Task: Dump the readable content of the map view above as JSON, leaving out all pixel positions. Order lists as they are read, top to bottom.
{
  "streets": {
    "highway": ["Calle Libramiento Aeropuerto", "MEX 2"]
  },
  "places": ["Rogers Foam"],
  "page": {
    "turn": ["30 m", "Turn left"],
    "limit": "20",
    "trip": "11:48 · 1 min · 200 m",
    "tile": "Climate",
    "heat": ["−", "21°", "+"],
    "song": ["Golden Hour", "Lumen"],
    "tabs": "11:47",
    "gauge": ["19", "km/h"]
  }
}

---+---

#### TASK DESCRIPTION:
Reproduce all of the data. Leave every line unchanged.

#### SOLVED EXERCISE:
Task: Dump the readable content of the map view above as JSON, leaving out all pixel positions. Order lists as they are read, top to bottom.
{
  "streets": {
    "highway": ["Calle Libramiento Aeropuerto", "MEX 2"]
  },
  "places": ["Rogers Foam"],
  "page": {
    "turn": ["30 m", "Turn left"],
    "limit": "20",
    "trip": "11:48 · 1 min · 200 m",
    "tile": "Climate",
    "heat": ["−", "21°", "+"],
    "song": ["Golden Hour", "Lumen"],
    "tabs": "11:47",
    "gauge": ["19", "km/h"]
  }
}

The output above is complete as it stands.